The imaging apparatus according to claim 16, wherein the sampling pitch of the pixel that acquires the infrared light is larger than the sampling pitch of the pixel that acquires the green light. 14 or 16 according to claim 14, wherein in the first shooting mode, the additive reading for adding the outputs of the pixels provided in the image sensor is not performed, and in the second shooting mode, the additive reading is performed. The imaging apparatus according to. In both the first shooting mode and the second shooting mode, additive reading is performed by adding the outputs of the pixels provided in the image sensor, and the number of pixels of the additional reading in the second shooting mode is the first. The image pickup apparatus according to claim 14 or 16, wherein the number of pixels for additional reading in the photographing mode is larger than the number of pixels. The imaging apparatus according to any one of claims 7 to 19, wherein the phase difference due to the second phase member is different between the wavelength band of visible light and the wavelength band of infrared light. The optical filter unit further includes a visible cut filter arranged between the first birefringence member and the second birefringence member.

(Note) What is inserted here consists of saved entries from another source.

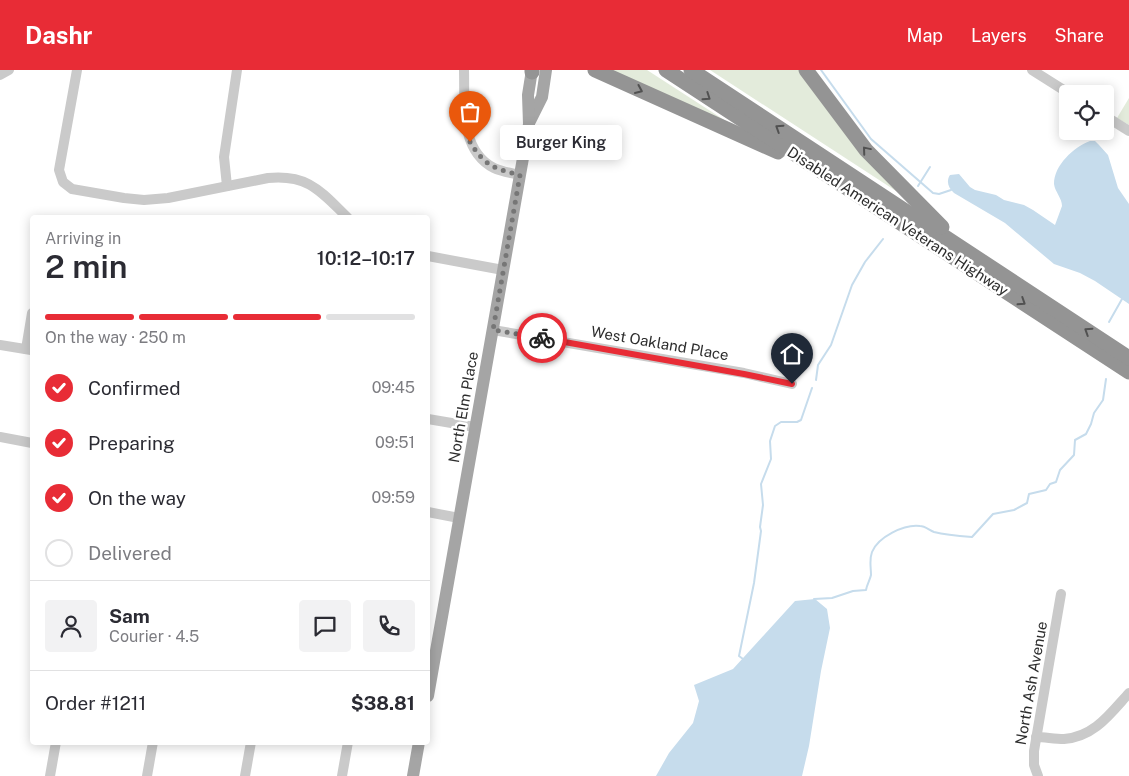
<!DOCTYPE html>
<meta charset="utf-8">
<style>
:root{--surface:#fff;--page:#f2f2f3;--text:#2b2b33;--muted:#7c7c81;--line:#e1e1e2;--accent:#e82c36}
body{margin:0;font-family:"Public Sans",sans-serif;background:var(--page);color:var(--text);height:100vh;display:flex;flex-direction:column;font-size:19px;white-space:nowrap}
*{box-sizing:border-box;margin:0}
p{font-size:16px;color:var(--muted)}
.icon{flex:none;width:28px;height:28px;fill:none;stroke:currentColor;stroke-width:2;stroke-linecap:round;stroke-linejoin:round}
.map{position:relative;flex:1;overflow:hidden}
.panel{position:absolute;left:30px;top:145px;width:400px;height:530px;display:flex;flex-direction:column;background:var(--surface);border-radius:5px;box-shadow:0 2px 12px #0003}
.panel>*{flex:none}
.fabs{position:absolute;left:1059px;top:15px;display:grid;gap:10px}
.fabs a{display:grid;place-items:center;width:55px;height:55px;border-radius:5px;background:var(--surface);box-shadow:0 2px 12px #0003;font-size:25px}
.pin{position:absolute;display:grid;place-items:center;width:42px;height:42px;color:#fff;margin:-51px -21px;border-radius:50% 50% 50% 0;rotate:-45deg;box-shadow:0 0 5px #0007}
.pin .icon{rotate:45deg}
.courier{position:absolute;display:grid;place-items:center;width:50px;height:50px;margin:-25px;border:4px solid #e82c36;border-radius:50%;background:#fff;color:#222;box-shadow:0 1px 6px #0007}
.bubble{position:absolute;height:35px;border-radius:5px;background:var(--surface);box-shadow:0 2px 12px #0003;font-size:16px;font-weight:600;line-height:35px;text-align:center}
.overview em{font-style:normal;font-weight:600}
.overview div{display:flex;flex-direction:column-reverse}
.overview{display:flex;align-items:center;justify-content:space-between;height:85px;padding:0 15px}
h1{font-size:32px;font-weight:600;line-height:38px}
.bar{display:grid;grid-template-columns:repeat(4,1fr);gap:8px 5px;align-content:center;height:60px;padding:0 15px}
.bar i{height:6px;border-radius:4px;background:var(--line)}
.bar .current{background:var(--accent)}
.bar p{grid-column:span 4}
.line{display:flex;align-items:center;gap:12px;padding:0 15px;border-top:1px solid var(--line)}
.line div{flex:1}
.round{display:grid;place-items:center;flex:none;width:52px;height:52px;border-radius:5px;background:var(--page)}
ol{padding:0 15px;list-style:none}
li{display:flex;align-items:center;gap:15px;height:55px}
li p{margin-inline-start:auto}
li .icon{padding:5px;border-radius:50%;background:var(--accent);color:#fff;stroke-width:4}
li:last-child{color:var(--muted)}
li i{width:28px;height:28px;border:2px solid var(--line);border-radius:50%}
header{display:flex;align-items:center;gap:30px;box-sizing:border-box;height:70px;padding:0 25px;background:var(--accent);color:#fff}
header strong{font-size:24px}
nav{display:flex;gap:28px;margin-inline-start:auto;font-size:18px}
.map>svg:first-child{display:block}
</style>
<header>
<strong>Dashr</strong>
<nav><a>Map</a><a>Layers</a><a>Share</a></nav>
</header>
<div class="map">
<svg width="1129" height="706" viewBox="0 0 1129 706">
<rect width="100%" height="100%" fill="#fff"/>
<g fill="#e3ebdb">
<polygon points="604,0 647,0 732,55"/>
<polygon points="710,0 800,0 898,120 896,121"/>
<polygon points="1129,28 1129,55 1117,48"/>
</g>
<g fill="#c6dcec">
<path d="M1090,71H1095L1099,75L1108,85L1118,118L1129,134V234L1095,211L1080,203L1054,194L1005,153L954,123C948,118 946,111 950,105L959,104L970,117L975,120L996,125L1004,130L1024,135L1033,140L1055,155L1062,136C1062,128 1055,122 1054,114C1054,95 1074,77 1090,71Z"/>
<polygon points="815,529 827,539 830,558 821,601 809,676 802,706 656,706 669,683 693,653 699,631 694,615 733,599 795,531"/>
</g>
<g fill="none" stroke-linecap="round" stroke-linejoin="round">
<g stroke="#c6dcec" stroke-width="2">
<polyline points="821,0 871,69 933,123 939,124 951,120"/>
<polyline points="918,116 930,97"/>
<polyline points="1109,252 1122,229"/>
<polyline points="816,310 818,295 831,275 852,215 865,192 883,169"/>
<path d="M814,529L832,528L853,521L866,520C867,514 870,510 871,505C871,497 869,490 872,482C878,467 904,454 920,456C925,456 929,460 934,462C946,465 959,466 972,467L993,444L1014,440L1027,433L1029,424L1046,420L1050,414L1056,412L1060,400L1074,385L1075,370L1086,364L1091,354L1094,343L1103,330L1106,309"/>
<polyline points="743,589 739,586 754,513 761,461 760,457 763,435 761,414 771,389 770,371 775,356 781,352 797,352 801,350 812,318"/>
</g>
<g stroke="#cacaca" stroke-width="10">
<path d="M77,0L59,100L63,112L72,119L124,128L144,130L168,128L268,108C309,104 321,122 348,148"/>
<path d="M464,0C465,33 459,80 494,98C502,102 512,103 520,105"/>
<polyline points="1032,0 1070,24"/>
<polyline points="0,5 9,0"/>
<polyline points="1105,46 1129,61"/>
<polyline points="227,116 224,87 237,0"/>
<polyline points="428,186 503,200"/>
<polyline points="493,260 744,303 792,314"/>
<polyline points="0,275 31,280"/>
<polyline points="26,279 32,243"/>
<polyline points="428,349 475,357"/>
<polyline points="0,367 32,373"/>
<polyline points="428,442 459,448"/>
<path d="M1036,667C1045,667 1054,669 1064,669C1094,667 1110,644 1129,623"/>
<polyline points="50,706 56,672"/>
<polyline points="147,706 153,672"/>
<polyline points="245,706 251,672"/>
<polyline points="342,706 348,672"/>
<polyline points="1038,706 1034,695 1034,681 1061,524"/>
</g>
<g stroke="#a5a5a5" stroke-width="12">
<polyline points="530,51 542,27 546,0"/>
<polyline points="428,626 529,54 528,25 532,0"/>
<polyline points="413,706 419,672"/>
</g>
<g stroke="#949494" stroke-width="15">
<polyline points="595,0 778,82"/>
<polyline points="666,0 1129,302"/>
<polyline points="691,0 1129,288"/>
<polyline points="806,0 866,80 942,157"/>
<polyline points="532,2 532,0"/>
</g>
</g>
<defs><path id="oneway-chevron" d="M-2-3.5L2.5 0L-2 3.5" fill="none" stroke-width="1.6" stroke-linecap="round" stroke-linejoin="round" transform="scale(1.25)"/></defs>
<g stroke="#515151">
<use href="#oneway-chevron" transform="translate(639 20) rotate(24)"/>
<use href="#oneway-chevron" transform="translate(707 27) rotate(34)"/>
<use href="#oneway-chevron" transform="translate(779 58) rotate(-147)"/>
<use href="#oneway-chevron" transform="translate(866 80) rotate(-130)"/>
<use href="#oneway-chevron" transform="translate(1022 232) rotate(33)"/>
<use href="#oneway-chevron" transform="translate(1088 261) rotate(-147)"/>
</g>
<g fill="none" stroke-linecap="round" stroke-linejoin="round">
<path stroke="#767676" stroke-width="5" stroke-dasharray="0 9" d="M470,72C484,95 494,99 520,105L493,260L542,268"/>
<polyline stroke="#e82c36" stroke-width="6" points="542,268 744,304 792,314"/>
</g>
<g text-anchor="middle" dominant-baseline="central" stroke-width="5" stroke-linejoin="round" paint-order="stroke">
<g font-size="15" fill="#2d2d2d" stroke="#fff">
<text transform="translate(898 151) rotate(33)">Disabled American Veterans Highway</text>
<text transform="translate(660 273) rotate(10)">West Oakland Place</text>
<text transform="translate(463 337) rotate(-80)">North Elm Place</text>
<text transform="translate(1031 613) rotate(-80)">North Ash Avenue</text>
</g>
</g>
</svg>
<div class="fabs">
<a><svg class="icon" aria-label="locate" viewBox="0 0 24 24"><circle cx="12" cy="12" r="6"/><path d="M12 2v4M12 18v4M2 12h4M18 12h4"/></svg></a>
</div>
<div class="pin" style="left:470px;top:72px;background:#ea580c"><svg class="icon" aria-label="bag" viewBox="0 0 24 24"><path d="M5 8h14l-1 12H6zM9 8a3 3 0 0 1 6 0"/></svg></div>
<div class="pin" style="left:792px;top:314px;background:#1f2937"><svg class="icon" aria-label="home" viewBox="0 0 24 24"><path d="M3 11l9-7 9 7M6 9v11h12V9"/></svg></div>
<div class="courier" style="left:542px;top:268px"><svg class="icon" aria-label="bike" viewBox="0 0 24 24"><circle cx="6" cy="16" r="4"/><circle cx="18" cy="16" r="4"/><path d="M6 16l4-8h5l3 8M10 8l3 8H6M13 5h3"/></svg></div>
<div class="bubble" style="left:500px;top:55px;width:122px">Burger King</div>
<section class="panel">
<div class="overview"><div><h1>2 min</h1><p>Arriving in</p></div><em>10:12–10:17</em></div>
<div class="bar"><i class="current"></i><i class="current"></i><i class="current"></i><i></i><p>On the way · 250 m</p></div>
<ol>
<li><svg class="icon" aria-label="check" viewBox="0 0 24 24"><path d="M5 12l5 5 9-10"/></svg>Confirmed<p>09:45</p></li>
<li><svg class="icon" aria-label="check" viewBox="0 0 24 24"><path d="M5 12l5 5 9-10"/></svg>Preparing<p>09:51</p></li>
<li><svg class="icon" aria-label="check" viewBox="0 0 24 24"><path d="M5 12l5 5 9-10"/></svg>On the way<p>09:59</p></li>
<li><i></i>Delivered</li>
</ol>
<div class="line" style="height:90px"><a class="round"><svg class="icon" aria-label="person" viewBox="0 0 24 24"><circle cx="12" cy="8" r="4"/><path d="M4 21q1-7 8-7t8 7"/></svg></a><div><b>Sam</b><p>Courier · 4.5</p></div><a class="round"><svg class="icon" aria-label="chat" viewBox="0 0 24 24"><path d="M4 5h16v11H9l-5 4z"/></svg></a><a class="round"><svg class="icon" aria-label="phone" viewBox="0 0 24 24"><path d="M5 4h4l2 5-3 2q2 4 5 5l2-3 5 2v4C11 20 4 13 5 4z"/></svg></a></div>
<div class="line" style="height:65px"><div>Order #1211</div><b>$38.81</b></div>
</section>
</div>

The driving means selectively inserts and removes the visible cut filter and the second phase member with respect to the optical path.
The control means controls the driving means in the first shooting mode and the second shooting mode to remove the visible cut filter and the second phase member from the optical path, and the image is emitted by infrared light. The invention according to any one of claims 7 to 20, wherein in the third photographing mode in which a signal is acquired, the driving means is controlled to insert the visible cut filter and the second phase member into the optical path. The imaging apparatus described. An image pickup element in which an optical image is formed via an imaging optical system and an image signal corresponding to the optical image is output, and an optical filter unit arranged between the imaging optical system and the image pickup element are provided. It is a control method of the image sensor provided.
The optical filter unit includes a first birefringence member, an infrared cut filter, a first phase member, and a second birefringence member arranged in order from the side of the imaging optical system.
The first step of inserting the infrared cut filter and the first phase member into the optical path of the imaging optical system in the first photographing mode in which the image signal is obtained by visible light.
A second step of removing the infrared cut filter and the first phase member from the optical path of the imaging optical system in a second imaging mode in which the image signal is obtained by visible light and infrared light.
A control method characterized by having. An image pickup element in which an optical image is formed via an imaging optical system and an image signal corresponding to the optical image is output, and an optical filter unit arranged between the imaging optical system and the image pickup element are provided. It is a control program used in the built-in image sensor.
The optical filter unit includes a first birefringence member, an infrared cut filter, a first phase member, and a second birefringence member arranged in order from the side of the imaging optical system.
In the computer provided in the imaging device,
The first step of inserting the infrared cut filter and the first phase member into the optical path of the imaging optical system in the first photographing mode in which the image signal is obtained by visible light.
A second step of removing the infrared cut filter and the first phase member from the optical path of the imaging optical system in a second imaging mode in which the image signal is obtained by visible light and infrared light.
A control program characterized by executing.